À Tâtons signifie marcher dans l’obscurité, avec prudence. Il faut dire que ceux-là, on ne les avait pas entendu arriver. Le groupe marseillais débarque pourtant avec un deuxième EP à l’originalité et la qualité, dans les paroles comme dans le son, qui méritent d’être soulignées. Une pop magnétique, rythmée et saccadée, sur laquelle vient se poser une voix mélodieuse et évanescente. Un deuxième essai accompli qui place le duo dans le sillage de cette nouvelle scène pop française imaginative, à l’instar d’un Flavien Berger ou d’un Miel de Montagne.
Sucré salé
Le disque s’ouvre avec Fiasco, dont la basse funky nous emballe dès les premières secondes. Elle s’aligne sur un beat convulsif qui tranche avec la suavité du chant et la gentillesse de la mélodie. On est dans le sucré-salé, dans le réconfort. Puis comme souvent, c’est à la fin du morceau que le grain de folie du groupe – que l’on sent toujours prêt à exploser – arrive. Car après l’amabilité de l’ouverture, À Tâtons n’a pas peur d’aller titiller son VU-mètre, et la saturation se fait plus présente. Une saturation que l’on retrouve dès le début du morceau suivant, Les bons mots. Toujours caché derrière cette voix limpide, le groupe livre ici une partition électro fouillée, riche d’une multitude de sonorités grinçantes et bien ciselées.

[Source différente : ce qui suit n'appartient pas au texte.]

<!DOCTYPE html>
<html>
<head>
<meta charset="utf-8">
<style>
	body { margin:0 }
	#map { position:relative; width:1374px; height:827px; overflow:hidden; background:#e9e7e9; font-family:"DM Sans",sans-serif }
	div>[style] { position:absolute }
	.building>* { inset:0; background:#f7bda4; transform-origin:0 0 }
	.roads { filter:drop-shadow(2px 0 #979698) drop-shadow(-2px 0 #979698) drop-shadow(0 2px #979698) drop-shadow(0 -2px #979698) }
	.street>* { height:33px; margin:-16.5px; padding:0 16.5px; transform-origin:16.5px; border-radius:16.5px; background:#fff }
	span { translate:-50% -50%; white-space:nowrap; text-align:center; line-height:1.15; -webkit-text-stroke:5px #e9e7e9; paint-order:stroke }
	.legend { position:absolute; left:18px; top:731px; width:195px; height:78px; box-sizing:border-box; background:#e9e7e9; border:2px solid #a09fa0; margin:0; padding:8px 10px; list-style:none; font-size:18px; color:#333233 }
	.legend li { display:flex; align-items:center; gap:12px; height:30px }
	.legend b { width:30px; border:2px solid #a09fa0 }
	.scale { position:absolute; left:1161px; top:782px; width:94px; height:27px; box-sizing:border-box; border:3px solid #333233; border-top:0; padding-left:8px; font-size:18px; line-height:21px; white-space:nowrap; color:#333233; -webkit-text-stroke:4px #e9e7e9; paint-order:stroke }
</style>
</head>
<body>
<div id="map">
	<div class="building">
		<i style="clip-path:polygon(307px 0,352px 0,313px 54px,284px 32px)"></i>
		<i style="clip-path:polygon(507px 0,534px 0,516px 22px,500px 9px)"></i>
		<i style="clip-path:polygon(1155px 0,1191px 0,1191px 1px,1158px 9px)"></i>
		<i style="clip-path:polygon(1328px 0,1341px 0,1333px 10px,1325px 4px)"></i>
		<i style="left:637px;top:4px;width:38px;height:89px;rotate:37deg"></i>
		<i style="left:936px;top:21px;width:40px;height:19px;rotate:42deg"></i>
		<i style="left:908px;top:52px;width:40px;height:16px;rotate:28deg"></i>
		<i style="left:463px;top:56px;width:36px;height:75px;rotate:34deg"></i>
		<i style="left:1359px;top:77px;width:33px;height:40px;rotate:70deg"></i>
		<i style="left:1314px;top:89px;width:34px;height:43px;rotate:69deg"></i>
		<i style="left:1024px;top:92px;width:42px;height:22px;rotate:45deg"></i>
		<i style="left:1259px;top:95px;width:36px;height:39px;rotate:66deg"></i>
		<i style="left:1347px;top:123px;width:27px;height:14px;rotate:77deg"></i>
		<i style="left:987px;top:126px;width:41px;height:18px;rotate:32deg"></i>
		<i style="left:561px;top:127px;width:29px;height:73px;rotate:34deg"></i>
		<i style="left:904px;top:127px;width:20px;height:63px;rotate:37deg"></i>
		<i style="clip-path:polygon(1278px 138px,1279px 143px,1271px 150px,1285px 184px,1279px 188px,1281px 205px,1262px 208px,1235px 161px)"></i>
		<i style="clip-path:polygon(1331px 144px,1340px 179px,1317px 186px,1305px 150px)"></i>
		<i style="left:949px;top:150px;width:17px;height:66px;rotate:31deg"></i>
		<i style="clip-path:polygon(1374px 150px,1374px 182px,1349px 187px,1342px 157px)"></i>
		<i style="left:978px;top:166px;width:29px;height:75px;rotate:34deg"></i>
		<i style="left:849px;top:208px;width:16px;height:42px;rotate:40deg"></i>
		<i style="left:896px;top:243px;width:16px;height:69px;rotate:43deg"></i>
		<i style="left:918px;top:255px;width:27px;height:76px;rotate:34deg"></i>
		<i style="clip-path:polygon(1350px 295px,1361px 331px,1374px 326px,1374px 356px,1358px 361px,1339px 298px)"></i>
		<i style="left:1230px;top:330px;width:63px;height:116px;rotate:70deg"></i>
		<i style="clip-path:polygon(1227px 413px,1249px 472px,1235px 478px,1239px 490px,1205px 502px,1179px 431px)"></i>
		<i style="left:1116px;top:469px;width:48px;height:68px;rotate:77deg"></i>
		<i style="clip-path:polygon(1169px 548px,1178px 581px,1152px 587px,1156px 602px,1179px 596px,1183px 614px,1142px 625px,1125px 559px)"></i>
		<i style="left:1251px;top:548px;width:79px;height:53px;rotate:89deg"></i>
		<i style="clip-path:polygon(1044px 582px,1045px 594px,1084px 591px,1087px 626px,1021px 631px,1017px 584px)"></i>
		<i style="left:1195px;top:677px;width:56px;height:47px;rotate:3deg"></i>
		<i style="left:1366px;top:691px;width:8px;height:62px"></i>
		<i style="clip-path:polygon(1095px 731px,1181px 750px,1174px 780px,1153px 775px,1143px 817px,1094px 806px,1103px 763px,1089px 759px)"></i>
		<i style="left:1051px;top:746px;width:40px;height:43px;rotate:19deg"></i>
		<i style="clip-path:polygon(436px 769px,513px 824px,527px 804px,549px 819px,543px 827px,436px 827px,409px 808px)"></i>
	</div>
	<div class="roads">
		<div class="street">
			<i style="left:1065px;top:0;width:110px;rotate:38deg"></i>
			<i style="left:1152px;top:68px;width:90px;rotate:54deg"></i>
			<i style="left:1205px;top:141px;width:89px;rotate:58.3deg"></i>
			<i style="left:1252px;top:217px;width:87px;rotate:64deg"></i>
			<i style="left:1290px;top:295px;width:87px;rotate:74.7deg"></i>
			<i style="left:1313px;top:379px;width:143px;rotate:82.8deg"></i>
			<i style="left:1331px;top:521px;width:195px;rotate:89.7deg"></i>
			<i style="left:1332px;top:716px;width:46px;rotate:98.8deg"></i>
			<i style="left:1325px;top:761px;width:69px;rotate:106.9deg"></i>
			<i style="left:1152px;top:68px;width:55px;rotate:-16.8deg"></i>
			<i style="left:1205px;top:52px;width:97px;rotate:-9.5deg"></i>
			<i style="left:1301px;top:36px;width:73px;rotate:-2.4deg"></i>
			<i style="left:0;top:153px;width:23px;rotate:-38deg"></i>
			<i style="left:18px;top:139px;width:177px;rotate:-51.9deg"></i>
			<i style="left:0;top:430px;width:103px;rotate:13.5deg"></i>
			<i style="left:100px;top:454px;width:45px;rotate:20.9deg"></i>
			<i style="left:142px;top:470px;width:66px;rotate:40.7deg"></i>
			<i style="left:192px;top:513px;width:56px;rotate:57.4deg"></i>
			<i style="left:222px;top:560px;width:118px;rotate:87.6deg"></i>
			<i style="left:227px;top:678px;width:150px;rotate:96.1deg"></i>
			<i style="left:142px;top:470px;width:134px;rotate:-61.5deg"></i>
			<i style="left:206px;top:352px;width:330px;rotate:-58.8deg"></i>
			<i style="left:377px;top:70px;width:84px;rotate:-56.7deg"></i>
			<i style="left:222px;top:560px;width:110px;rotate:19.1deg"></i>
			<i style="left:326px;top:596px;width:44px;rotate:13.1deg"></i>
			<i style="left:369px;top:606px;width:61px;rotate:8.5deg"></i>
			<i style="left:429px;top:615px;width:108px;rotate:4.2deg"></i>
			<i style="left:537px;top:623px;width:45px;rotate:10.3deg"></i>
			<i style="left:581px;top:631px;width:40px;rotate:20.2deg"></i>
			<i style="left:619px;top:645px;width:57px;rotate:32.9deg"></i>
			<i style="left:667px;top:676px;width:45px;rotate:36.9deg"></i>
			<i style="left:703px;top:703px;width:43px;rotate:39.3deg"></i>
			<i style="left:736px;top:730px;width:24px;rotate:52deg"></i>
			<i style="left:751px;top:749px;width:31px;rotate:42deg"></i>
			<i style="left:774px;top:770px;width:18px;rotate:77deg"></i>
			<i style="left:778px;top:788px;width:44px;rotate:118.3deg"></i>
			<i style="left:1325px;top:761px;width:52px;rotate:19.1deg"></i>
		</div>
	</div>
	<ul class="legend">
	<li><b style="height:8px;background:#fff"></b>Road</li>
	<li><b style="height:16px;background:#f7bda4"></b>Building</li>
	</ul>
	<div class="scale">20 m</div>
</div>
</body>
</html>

Des artifices techniques que l’on retrouve aussi dans les trois autres titres du disque. Comme dans En majuscules, certainement le plus abouti de l’EP, où deux voix se répondent, l’une froide et insensible, l’autre criarde et nerveuse. Un duel qui trouve sa porte de sortie dans une astucieuse syncope.
Le duo se démarque aussi par un travail d’écriture précis : « C’est un instant / Aux secondes cornées / Du bout de tes doigts / Une lumière vive / Un regard noyé » Les paroles, comme le travail effectué sur les voix, nous bercent d’une douce nostalgie. Les étés oubliés et les amours passées sont convoqués et portés dans une sincérité qui traverse l’album dans toutes ses aspérités. Découvrir À Tâtons, c’est plonger dans un univers à la sensibilité assumée et à la recherche sonore zélée – parfois zébrée –, joyeusement enclin au doute et à la vulnérabilité.